In addition, the study found that the J2 ("old levantine haplogroup") was found in an "unusually high proportion" (about 20-30%) among Levantine people such as the Syrians, Lebanese, and the Palestinians. The ancestor haplogroup J is common to about 50% of the Arabic-speaking people of the Southwest Asian portion of the Middle East. A Lebanese Christian who was tested as having the J2 haplogroup stated that "It carries no big meaning," and added he views himself as "Lebanese, Arab and Christian -- in that order."[31]

Another Lebanese citizen tested stated he would be "very proud" to discover he had Phoenician roots."I will be more than happy to have Phoenician roots," said Nabil. Phoenicians started the civilization, they are the ones who invented the alphabet,[32] I would be very proud to be a Phoenician," he adds. Dr Pierre Zalloua says the project's discovery is a "truly unifying message".[33]

He explained,"I think it's a truly unifying message, and for me its very gratifying. Lebanon has been hammered by so many divides, and now a piece of heritage has been unravelled in this project which reminds us that maybe we should forget about differences and pay attention to our common heritage," stated Dr. Pierre Zalloua.[citation needed]

Question of Identity

Arab Christians include descendants of ancient Arab tribes, who were among the first Christian converts, as well as some recent adherents of Christianity. Sometimes, however the issue of self-identification arises regarding specific Christian communities across the Arab world.

Assyrians

After the ascend of the nationalist Ba'ath party in Iraq in 1963 Assyrian Christians were referred to as "Arab Christians" by Arab nationalists who deny the existence of a distinct Assyrian identity. In 1972 a law was passed to use Syriac language in public schools and in media, shortly afterwards however Syriac was banned and Arabic was imposed on Syriac language magazines and newspapers.[34]
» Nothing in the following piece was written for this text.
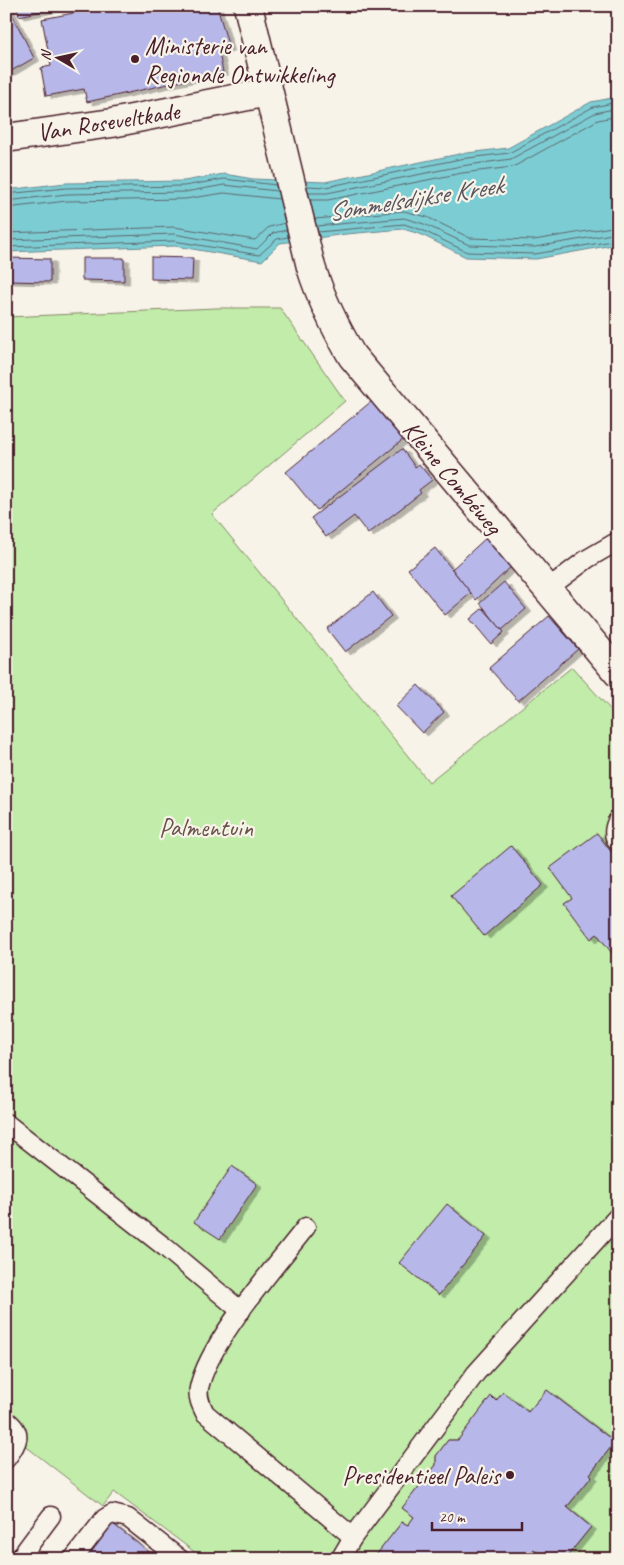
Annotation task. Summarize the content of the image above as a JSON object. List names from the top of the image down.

By the time of the 1977 census, Assyrians were being referred to as either Arabs or Kurds. Christians were forced to deny their identity as Assyrian nationalism was harshly punished. One example of this "Arabization" program was Iraqi deputy prime minister, Tariq Aziz, a Chaldean Christian who changed his surname from Youkhana upon joining the Baath.[35]

By the 1990s those Christians who still referred to themselves as "Assyrians" were exempt from the Oil-for-Food program and did not receive their monthly food rations.[35]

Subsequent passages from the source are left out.